New session examines FDA hurdles

Session dissects the regulatory process.


Markham Luke, MD, PhD, FAAD.
Markham Luke, MD, PhD, FAAD.

U065 – FDA for Dermatologists

Date: Sunday | March 27

Time: 4:30 – 5:30 p.m.

By the time dermatologists reach for the prescription pad, the FDA has already invested years into product research and development. As such, dermatologists should understand the regulatory process behind the FDA’s pre-market evaluation of medications and devices to have an appreciation for the products they use.

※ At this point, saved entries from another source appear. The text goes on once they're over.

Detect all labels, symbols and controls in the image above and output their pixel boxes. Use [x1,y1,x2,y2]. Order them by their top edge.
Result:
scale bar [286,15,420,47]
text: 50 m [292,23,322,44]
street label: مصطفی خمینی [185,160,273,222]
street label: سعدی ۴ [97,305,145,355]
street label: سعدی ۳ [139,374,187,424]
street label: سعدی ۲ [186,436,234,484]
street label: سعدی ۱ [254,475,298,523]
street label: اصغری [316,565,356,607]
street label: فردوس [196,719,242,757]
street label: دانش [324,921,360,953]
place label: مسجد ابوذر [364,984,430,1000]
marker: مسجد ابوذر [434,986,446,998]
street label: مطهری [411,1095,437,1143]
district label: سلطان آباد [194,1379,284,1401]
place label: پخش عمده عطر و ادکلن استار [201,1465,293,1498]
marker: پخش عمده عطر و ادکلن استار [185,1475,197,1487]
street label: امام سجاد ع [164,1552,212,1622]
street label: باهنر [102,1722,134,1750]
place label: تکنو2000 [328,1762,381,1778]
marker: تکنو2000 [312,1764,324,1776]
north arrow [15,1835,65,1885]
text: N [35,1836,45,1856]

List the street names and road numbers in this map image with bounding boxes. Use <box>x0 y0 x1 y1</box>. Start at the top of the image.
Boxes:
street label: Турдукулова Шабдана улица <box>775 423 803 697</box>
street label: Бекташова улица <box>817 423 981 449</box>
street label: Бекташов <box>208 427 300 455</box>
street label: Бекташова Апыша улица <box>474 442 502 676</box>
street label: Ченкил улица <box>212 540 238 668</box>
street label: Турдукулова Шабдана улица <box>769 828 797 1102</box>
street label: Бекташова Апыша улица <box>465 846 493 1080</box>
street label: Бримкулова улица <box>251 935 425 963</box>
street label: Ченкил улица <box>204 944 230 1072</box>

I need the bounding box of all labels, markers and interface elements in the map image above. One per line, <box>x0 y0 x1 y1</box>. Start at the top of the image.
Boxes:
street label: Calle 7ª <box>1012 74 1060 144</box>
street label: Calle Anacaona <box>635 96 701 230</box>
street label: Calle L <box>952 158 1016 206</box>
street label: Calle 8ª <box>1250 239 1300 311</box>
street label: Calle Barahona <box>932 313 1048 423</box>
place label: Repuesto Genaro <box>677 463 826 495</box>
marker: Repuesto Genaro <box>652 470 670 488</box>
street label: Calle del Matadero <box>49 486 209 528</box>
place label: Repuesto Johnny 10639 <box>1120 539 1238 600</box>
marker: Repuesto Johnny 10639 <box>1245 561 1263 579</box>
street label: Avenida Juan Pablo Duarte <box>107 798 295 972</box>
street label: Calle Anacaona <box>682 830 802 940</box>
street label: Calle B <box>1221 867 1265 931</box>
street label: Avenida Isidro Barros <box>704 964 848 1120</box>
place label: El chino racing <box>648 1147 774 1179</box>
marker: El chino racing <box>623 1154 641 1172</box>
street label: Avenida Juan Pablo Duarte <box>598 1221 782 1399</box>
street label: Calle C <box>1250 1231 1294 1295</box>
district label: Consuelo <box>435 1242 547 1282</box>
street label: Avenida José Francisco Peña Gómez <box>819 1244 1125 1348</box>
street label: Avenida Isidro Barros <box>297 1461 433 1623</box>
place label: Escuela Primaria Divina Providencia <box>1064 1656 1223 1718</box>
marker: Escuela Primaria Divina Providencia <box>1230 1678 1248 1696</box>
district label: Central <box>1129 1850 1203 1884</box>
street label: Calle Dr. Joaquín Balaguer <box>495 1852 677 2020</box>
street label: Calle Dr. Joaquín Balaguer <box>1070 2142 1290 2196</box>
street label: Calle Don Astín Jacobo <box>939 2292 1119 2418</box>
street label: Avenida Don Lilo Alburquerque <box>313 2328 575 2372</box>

Understanding FDA regulations and labeling is all a part of the session, U065 – FDA for Dermatologists. Session presenter Markham Luke, MD, PhD, FAAD, the FDA’s director of Therapeutic Performance of Generic Drugs, underscored the need for dermatologists to keep current with FDA’s guidelines.

“It is important for dermatologists to be aware of FDA-approved labeling on drugs and instructions for use of devices prior to using them,” he said. “It is equally important for dermatologists to be aware of how the products they prescribe are regulated, from approval to post-market surveillance.”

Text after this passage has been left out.